CREATE INDEX ix_vector_embedding ON public.vectors_768 USING hnsw (embedding vector_l2_ops) WITH (m='4', ef_construction='10');

However, the index from pgvector-rs is:

CREATE INDEX ix_vector_embedding ON public.vectors_768 USING vectors (embedding vector_cos_ops) WITH (options='[indexing.hnsw]+
                     | m = 4                                                                                                                         +
                     | ef_construction = 10');

To fix this issue, just need to modify the get_multi_indexes method in PGDialect.

if row["reloptions"]:
-    dialect_options["postgresql_with"] = dict([option.split("=") for option in row["reloptions"]])
+    dialect_options["postgresql_with"] = dict([option.split("=", 1) for option in row["reloptions"]])

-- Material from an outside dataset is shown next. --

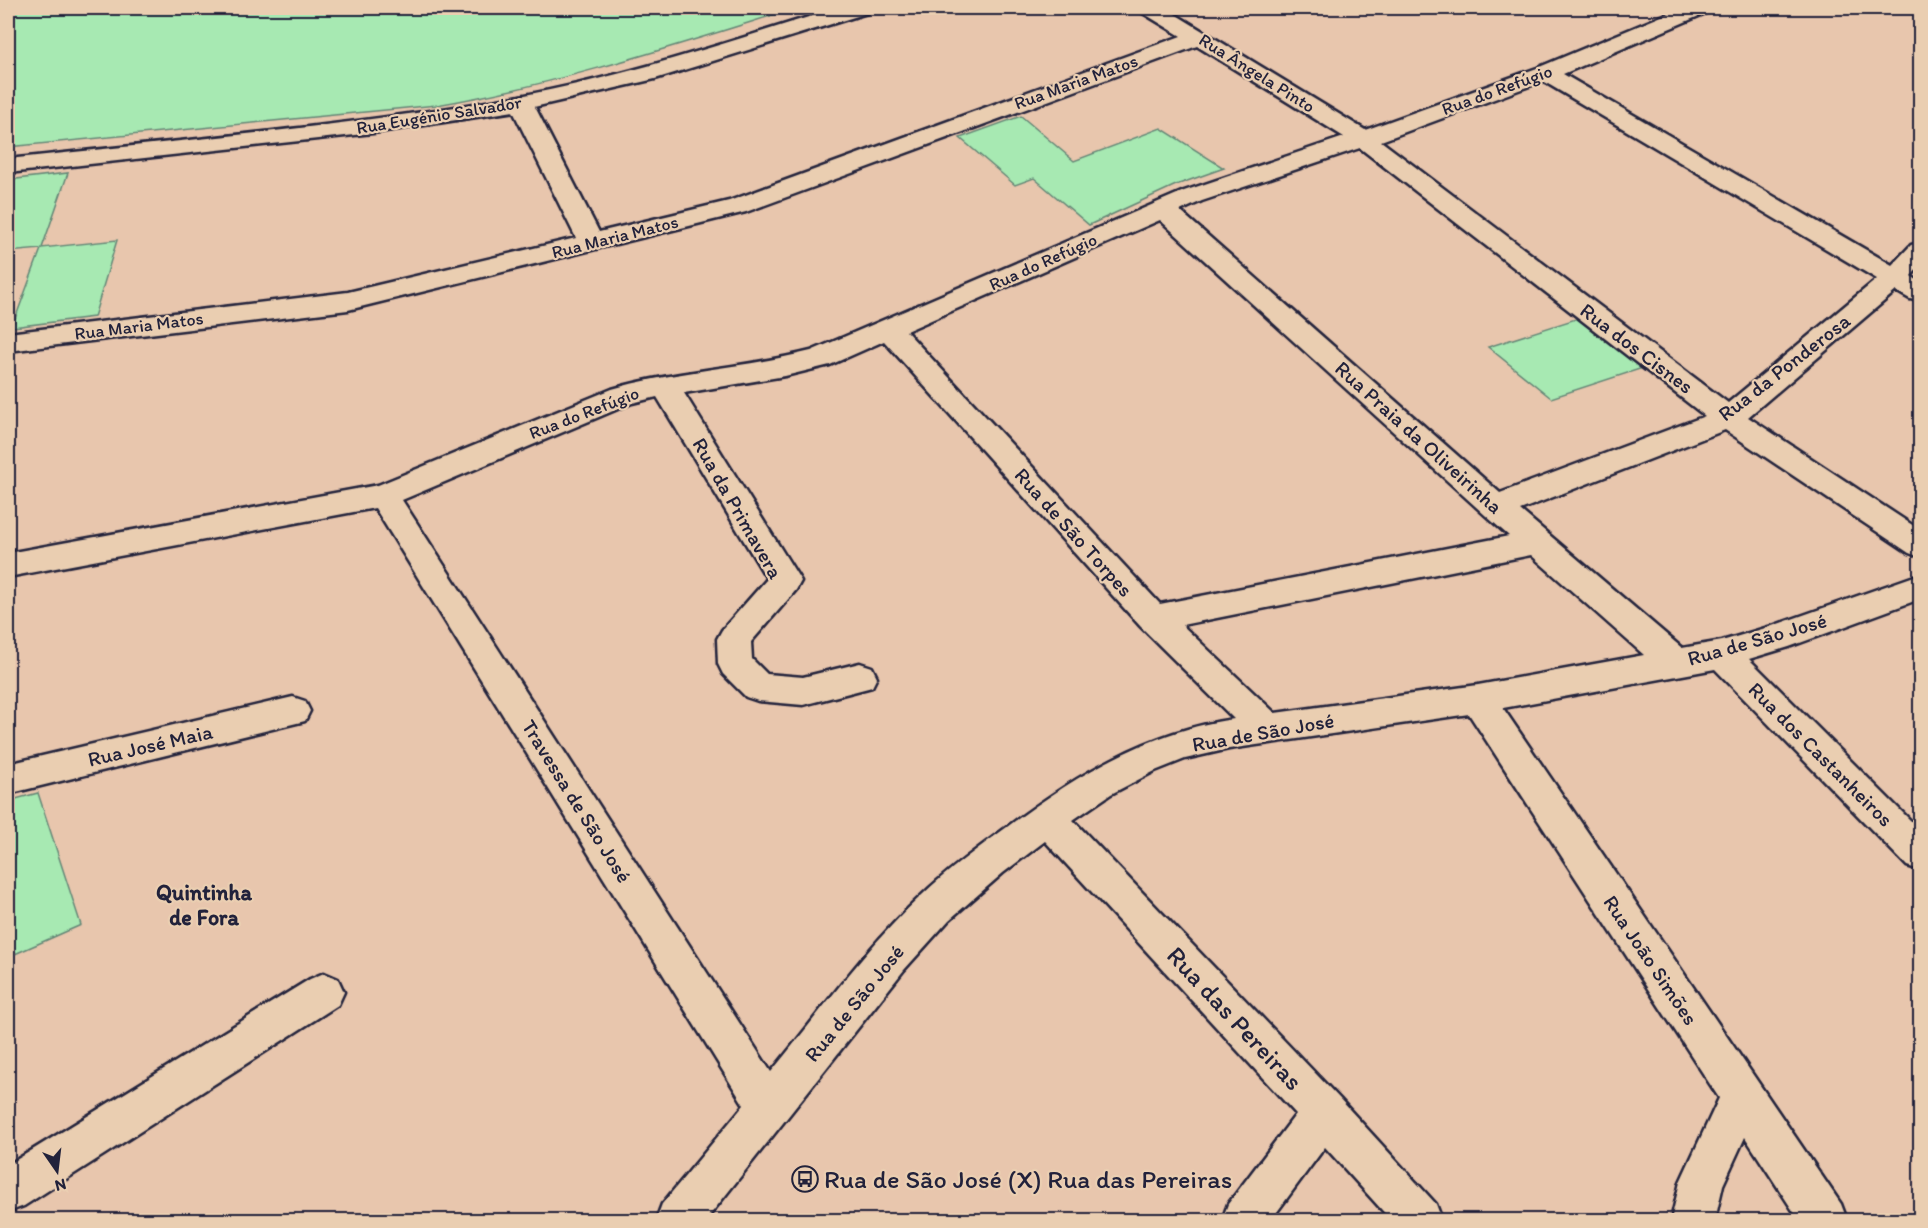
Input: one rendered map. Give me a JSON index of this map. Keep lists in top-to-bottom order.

Optional link from https://docs.sqlalchemy.org which documents the behavior that is expected

No response

SQLAlchemy Version in Use

2.0.31

DBAPI (i.e. the database driver)

asyncpg

Database Vendor and Major Version

Postgres 16.3 with pgvector-rs 0.2.1

Python Version

3.10.11

Operating system

OSX

To Reproduce

from sqlalchemy.ext.asyncio import async_sessionmaker, create_async_engine
from sqlalchemy.ext.asyncio import AsyncAttrs
from sqlalchemy.orm import DeclarativeBase, Mapped, mapped_column
from sqlalchemy import Index
from pgvector.sqlalchemy import Vector

engine = create_async_engine("postgresql+asyncpg://username:password@localhost/pgdb")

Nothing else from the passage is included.